Power has utterly dominated at Sonoma for the last four years. He also won last year at Fontana, where the season concludes with a double-points race next Saturday.
Power surged into the overall points lead earlier this month and cemented his spot with an impressive win at Milwaukee last week, but the Australian has been in this position before.
He led the overall points standings in 2010 and 2012 with two races to go, only to crash in the finale while losing the title both times. In fact, only three drivers in the last eight seasons have held onto their points lead with two races left to win the IndyCar championship.
Castroneves, who is making his 100th consecutive start, has nine top-four series finishes in his career, but the Brazilian still hasn’t claimed an overall title, repeatedly falling short in the final races.
“Nothing in the past few years has gone as it should at the end of the year – for us, anyway, and for all kinds of different reasons,” Cindric said. “It’s hard to think that this year would be any different, but you just go through things that you know, and you let fate decide a few of the others.”
If past performance in Sonoma is any indication, Power could be in a commanding position when his car heads south to Fontana.
After a serious crash in 2009, Power has three victories and a second-place finish in the last four IndyCar races on the winding course that becomes even more treacherous with the notorious wind gusts on the north end of San Francisco Bay.
Another big finish would put Power on the brink of his first championship, but Castroneves is unlikely to be out of the hunt. Six drivers headed to Sonoma still in contention for the title, although some would need Power to crash twice to have a real shot.

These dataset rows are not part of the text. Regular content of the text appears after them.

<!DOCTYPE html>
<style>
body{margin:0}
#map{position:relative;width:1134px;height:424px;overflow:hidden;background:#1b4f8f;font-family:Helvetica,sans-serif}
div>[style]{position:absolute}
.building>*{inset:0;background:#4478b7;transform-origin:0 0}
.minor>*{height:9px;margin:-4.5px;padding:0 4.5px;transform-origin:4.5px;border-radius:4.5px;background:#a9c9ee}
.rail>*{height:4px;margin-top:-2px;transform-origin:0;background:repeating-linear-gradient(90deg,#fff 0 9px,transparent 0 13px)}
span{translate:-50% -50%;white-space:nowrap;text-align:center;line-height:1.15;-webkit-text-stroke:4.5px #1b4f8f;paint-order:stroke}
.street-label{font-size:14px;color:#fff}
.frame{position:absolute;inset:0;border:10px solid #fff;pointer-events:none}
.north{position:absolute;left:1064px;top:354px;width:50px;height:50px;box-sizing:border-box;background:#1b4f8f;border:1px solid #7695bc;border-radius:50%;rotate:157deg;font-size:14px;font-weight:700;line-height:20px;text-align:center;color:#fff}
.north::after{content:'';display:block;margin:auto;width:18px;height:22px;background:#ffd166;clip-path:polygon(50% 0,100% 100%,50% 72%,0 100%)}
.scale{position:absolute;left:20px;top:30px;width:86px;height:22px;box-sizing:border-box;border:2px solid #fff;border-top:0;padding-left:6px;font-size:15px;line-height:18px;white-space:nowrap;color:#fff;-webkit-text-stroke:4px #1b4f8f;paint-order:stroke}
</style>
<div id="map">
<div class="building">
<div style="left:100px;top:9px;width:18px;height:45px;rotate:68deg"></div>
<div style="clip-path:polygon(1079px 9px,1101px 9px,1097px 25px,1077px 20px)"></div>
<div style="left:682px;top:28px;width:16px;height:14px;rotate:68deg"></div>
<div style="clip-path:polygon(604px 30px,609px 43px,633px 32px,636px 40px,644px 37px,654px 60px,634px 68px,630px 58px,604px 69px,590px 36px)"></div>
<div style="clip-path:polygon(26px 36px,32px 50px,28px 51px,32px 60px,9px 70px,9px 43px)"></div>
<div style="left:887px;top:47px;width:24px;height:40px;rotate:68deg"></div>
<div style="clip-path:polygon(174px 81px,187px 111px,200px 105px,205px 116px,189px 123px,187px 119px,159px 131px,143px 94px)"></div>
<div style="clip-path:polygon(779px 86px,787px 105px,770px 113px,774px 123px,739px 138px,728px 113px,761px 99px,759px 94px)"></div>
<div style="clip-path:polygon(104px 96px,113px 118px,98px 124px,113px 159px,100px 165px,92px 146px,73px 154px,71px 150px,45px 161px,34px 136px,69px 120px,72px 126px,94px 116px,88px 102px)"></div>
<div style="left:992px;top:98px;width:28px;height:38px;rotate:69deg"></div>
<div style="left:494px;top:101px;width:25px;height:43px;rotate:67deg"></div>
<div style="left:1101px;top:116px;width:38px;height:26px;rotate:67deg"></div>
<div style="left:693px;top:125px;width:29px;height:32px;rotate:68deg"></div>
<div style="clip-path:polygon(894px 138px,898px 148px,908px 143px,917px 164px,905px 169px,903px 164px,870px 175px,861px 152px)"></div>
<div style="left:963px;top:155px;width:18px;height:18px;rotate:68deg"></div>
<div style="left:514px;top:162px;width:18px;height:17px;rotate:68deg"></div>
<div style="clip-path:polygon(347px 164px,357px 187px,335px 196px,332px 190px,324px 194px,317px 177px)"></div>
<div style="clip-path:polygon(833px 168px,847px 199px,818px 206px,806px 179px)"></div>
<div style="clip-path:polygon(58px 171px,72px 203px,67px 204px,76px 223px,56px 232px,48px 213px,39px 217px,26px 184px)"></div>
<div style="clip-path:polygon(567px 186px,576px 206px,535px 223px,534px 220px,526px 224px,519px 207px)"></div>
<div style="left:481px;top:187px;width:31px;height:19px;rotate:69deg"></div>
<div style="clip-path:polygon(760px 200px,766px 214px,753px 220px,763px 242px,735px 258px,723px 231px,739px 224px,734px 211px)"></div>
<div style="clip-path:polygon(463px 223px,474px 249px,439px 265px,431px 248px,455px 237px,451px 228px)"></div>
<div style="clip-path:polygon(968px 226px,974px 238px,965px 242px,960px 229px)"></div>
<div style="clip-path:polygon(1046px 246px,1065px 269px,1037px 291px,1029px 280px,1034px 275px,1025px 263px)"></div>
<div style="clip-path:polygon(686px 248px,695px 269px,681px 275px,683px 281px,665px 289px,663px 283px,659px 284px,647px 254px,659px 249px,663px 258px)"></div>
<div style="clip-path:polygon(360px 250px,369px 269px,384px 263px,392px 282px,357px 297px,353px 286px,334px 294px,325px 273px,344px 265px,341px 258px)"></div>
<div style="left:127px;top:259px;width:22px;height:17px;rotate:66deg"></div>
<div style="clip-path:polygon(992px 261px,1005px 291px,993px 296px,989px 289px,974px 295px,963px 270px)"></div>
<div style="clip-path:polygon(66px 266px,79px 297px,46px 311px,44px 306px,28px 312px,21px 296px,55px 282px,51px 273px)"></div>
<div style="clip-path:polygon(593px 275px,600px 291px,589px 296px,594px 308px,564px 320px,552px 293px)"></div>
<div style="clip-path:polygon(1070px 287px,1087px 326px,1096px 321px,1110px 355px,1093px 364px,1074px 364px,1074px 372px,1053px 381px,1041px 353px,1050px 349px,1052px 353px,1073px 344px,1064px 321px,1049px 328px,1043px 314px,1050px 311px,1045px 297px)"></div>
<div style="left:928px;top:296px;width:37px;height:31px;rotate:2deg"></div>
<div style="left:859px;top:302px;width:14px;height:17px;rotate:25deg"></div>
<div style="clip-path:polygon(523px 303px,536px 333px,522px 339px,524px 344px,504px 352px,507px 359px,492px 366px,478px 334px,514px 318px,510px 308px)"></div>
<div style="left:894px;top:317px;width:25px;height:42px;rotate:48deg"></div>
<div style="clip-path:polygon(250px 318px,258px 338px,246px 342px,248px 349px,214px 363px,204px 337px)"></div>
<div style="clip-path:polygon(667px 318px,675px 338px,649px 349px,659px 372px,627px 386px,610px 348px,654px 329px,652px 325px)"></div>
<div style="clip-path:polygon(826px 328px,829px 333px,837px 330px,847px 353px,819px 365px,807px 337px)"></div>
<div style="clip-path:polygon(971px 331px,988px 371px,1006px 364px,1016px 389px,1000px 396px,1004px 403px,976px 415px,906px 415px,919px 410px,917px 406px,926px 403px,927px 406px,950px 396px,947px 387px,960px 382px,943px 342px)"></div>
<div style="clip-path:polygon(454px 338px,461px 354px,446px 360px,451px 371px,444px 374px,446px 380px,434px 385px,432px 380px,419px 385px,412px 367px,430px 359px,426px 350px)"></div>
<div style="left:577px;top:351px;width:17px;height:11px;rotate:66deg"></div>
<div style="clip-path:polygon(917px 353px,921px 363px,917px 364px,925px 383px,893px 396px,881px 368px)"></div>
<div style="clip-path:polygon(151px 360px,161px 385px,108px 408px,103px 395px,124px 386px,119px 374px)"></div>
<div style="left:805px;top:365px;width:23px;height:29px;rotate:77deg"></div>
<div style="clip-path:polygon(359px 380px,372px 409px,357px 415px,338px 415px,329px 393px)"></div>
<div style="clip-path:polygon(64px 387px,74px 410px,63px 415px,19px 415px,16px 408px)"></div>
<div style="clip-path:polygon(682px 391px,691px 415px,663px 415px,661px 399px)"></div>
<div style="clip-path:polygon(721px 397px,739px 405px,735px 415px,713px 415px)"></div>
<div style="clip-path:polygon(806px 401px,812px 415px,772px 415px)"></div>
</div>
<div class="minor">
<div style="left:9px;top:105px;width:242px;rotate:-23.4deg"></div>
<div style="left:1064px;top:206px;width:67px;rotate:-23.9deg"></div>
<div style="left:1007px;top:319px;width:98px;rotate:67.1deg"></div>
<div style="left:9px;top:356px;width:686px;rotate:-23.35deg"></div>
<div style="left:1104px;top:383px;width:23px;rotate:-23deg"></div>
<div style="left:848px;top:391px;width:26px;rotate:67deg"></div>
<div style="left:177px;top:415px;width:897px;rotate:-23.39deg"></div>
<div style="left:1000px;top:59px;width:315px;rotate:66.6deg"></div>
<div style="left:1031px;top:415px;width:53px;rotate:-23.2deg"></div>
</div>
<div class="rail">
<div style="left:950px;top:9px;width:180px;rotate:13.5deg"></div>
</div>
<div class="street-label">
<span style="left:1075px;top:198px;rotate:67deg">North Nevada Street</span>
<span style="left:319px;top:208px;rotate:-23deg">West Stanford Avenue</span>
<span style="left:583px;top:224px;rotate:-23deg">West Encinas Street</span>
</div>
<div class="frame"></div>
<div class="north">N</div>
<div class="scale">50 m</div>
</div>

Under last year’s scoring system, Power would have a healthy lead atop the standings, and only Castroneves would have any chance of catching him. The doubled points for IndyCar’s 500-mile events have kept the championship race more competitive, and that’s why Team Penske isn’t celebrating just yet.
“It’s probably something that the fans enjoy, seeing it come down to the last race,” Cindric said. “For the teams, it’s difficult because you put so much into it all year long. For it to come down to the last race makes it difficult.”